Total download size: 28 M
Installed size: 95 M
...
Complete!

Once this is complete, we can start creating PostgreSQL databases with MGRID HDL and HDM extensions.

2.1.5. Dockerfile install repositories and packages

The following Dockerfile provides a summary of the previous sections.

FROM centos:6

RUN yum install -y pygpgme yum-utils

RUN yum install -y http://yum.postgresql.org/9.4/redhat/rhel-6-x86_64/pgdg-centos94-9.4-2.noarch.rpm

RUN UNIQUE_ID=`hostname -f` && \
    MASTER_TOKEN=aabbccddeeff00112233445566778899aabbccddeeff0011 && OS=el && \
    DIST=6 && curl \
    "https://${MASTER_TOKEN}:@packagecloud.io/install/repositories/mgrid/mgrid3/config_file.repo?os=${OS}&dist=${DIST}&name=${UNIQUE_ID}" \
    > /etc/yum.repos.d/mgrid_mgrid3.repo > /etc/yum.repos.d/mgrid_mgrid3.repo

RUN yum -q makecache -y --disablerepo='*' --enablerepo='mgrid_mgrid3'

RUN yum install -y mgridhdl3_94 postgresql94-devel postgresql94-contrib postgresql94-plpython

RUN yum install -y mgridhdm3-loinc_250_94 \
      mgridhdm3-snomedctvocab_20140131_94 \
      mgridhdm3-hl7v3models_edition2011_94 \
      mgridhdm3-hl7v3models_edition2013_94

RUN ln -s /usr/pgsql-9.4/lib /usr/lib/pgsql && \
    ln -s /usr/pgsql-9.4/include /usr/include/pgsql && \
    service postgresql-9.4 initdb && \
    sed -i '/^local/ s/peer/trust/; /^host/ s/ident/trust/' /var/lib/pgsql/9.4/data/pg_hba.conf && \
    sed -i 's/^#\(listen_addresses\)/\1/' /var/lib/pgsql/9.4/data/postgresql.conf && \
    service postgresql-9.4 start

Note that the last RUN command initializes and configures the PostgreSQL 9.4 cluster. The configuration performed in this step is for demonstration purposes only, and it is advised to consult a PostgreSQL administration expert to configure your PostgreSQL server.

2.2. Creating a database

Creating a database with the MGRID Healthcare Datatype Library and MGRID Healthcare Data Model on PostgreSQL servers 9.4 or higher can be done by creating extensions. The extensions check their requirements, which prevents common mistakes such as loading a RIM without the necessary vocabulary. With extensions it is also easy to keep track which modules are loaded, as is shown in How do I view which healthcare modules and vocabularies are loaded?.
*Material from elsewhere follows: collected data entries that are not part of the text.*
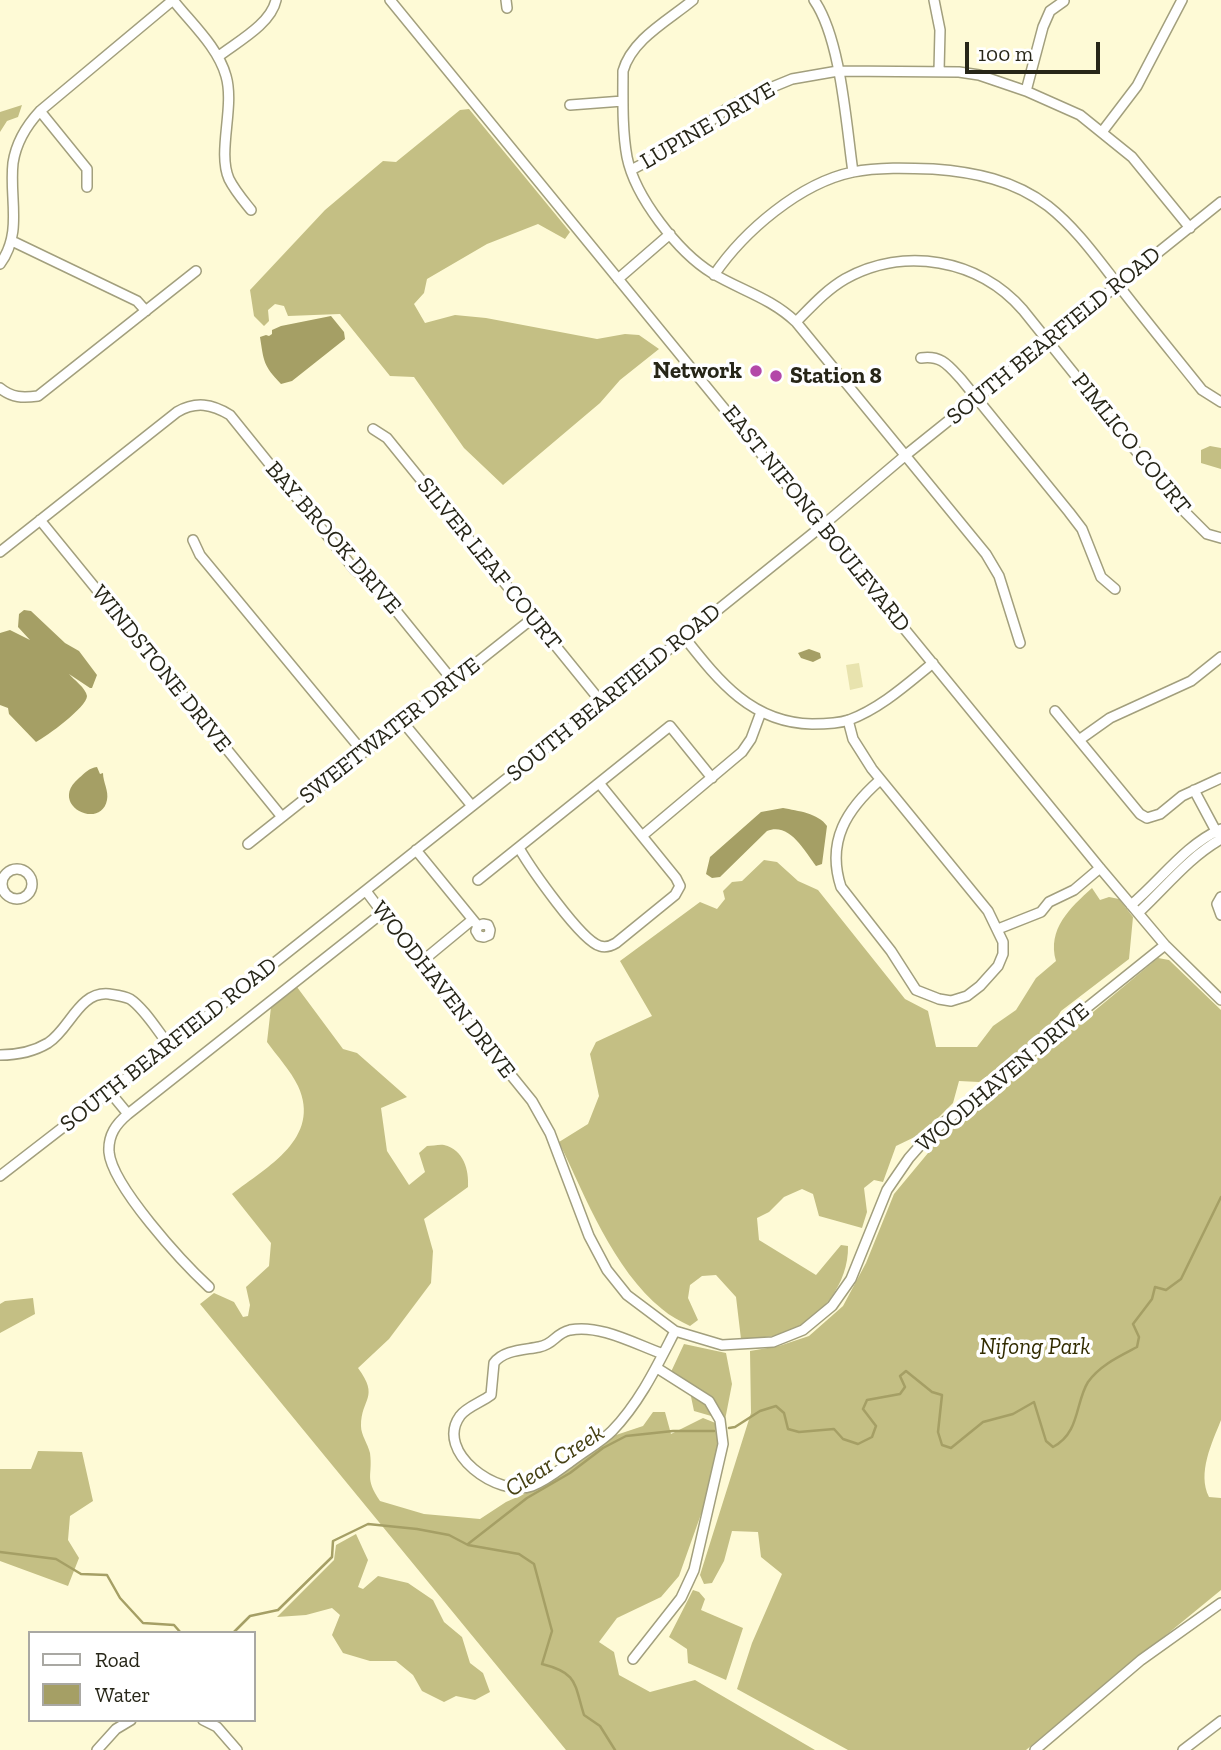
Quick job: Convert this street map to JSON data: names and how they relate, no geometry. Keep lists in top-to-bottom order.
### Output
{
  "streets": {
    "street": [
      "LUPINE DRIVE",
      "SOUTH BEARFIELD ROAD",
      "PIMLICO COURT",
      "EAST NIFONG BOULEVARD",
      "BAY BROOK DRIVE",
      "SILVER LEAF COURT",
      "WINDSTONE DRIVE",
      "SWEETWATER DRIVE",
      "WOODHAVEN DRIVE"
    ]
  },
  "crossings": [
    ["LUPINE DRIVE", "SOUTH BEARFIELD ROAD"],
    ["SOUTH BEARFIELD ROAD", "PIMLICO COURT"],
    ["SOUTH BEARFIELD ROAD", "EAST NIFONG BOULEVARD"],
    ["SOUTH BEARFIELD ROAD", "SILVER LEAF COURT"],
    ["SOUTH BEARFIELD ROAD", "WOODHAVEN DRIVE"],
    ["EAST NIFONG BOULEVARD", "WOODHAVEN DRIVE"],
    ["BAY BROOK DRIVE", "WINDSTONE DRIVE"],
    ["BAY BROOK DRIVE", "SWEETWATER DRIVE"],
    ["SILVER LEAF COURT", "SWEETWATER DRIVE"],
    ["WINDSTONE DRIVE", "SWEETWATER DRIVE"]
  ],
  "water": ["Clear Creek"],
  "parks": ["Nifong Park"],
  "places": ["Network", "Station 8"],
  "legend": ["Road", "Water"],
  "scale_bar": "100 m"
}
2.2.1. Create a database on PostgreSQL (≥ 9.4)

We create a database user hcuser and database lake owned by hcuser. Initially, hcuser must be superuser, to create the extensions that contain functions implemented in the C language. The superuser right will be revoked after the extensions are loaded.

$ createuser -U postgres --superuser --createdb --login hcuser
$ createdb -U hcuser lake
$ psql -U hcuser lake
psql (9.4.5)
Type "help" for help.

lake=#

2.2.2. Loading MGRID extensions in a database

The next commands load the extensions required for the RIM2011 database.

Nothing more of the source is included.